PROBLEM TO WORK ON. Please set down the data again exactly, minus the pictures.

INFORMATION PROVIDED.
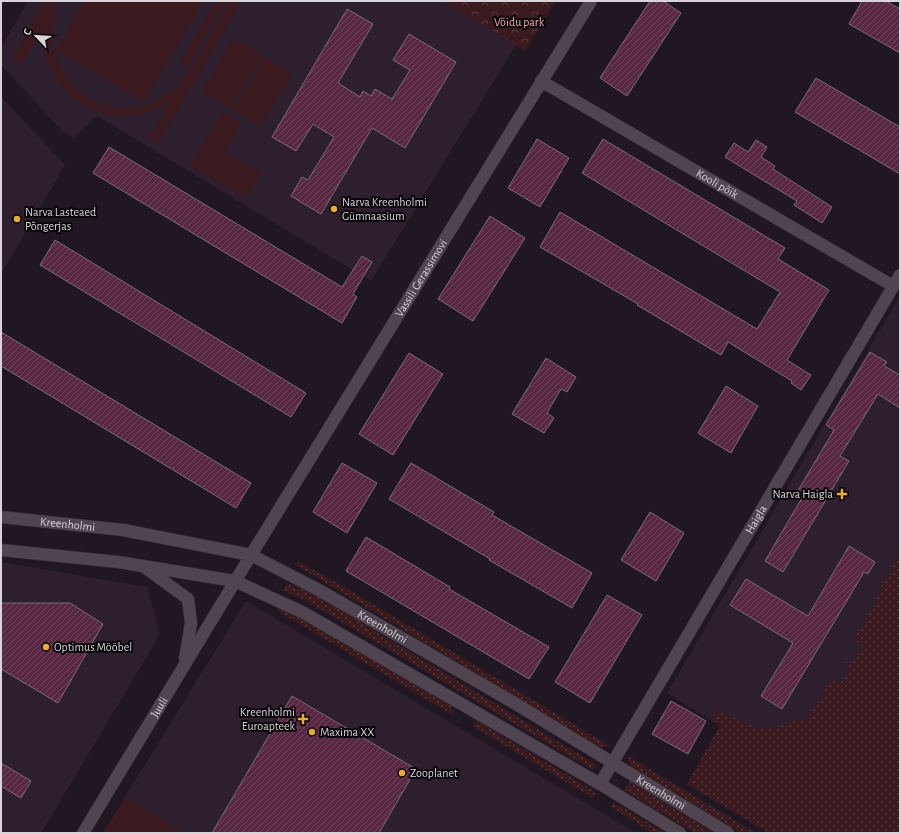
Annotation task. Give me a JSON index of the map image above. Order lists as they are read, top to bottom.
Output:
{
  "streets": {
    "street": [
      "Kooli põik",
      "Vassili Gerassimovi",
      "Haigla",
      "Kreenholmi",
      "Juuli"
    ]
  },
  "crossings": [
    ["Kooli põik", "Vassili Gerassimovi"],
    ["Kooli põik", "Haigla"],
    ["Vassili Gerassimovi", "Kreenholmi"],
    ["Vassili Gerassimovi", "Juuli"],
    ["Haigla", "Kreenholmi"],
    ["Kreenholmi", "Juuli"]
  ],
  "parks": ["Võidu park"],
  "places": {
    "other": [
      "Narva Kreenholmi Gümnaasium",
      "Narva Lasteaed Põngerjas",
      "Optimus Mööbel",
      "Maxima XX",
      "Zooplanet"
    ],
    "health": ["Narva Haigla", "Kreenholmi Euroapteek"]
  },
  "north": "top left"
}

ANSWER BOX.
Annotation task. Give me a JSON index of the map image above. Order lists as they are read, top to bottom.
Output:
{
  "streets": {
    "street": [
      "Kooli põik",
      "Vassili Gerassimovi",
      "Haigla",
      "Kreenholmi",
      "Juuli"
    ]
  },
  "crossings": [
    ["Kooli põik", "Vassili Gerassimovi"],
    ["Kooli põik", "Haigla"],
    ["Vassili Gerassimovi", "Kreenholmi"],
    ["Vassili Gerassimovi", "Juuli"],
    ["Haigla", "Kreenholmi"],
    ["Kreenholmi", "Juuli"]
  ],
  "parks": ["Võidu park"],
  "places": {
    "other": [
      "Narva Kreenholmi Gümnaasium",
      "Narva Lasteaed Põngerjas",
      "Optimus Mööbel",
      "Maxima XX",
      "Zooplanet"
    ],
    "health": ["Narva Haigla", "Kreenholmi Euroapteek"]
  },
  "north": "top left"
}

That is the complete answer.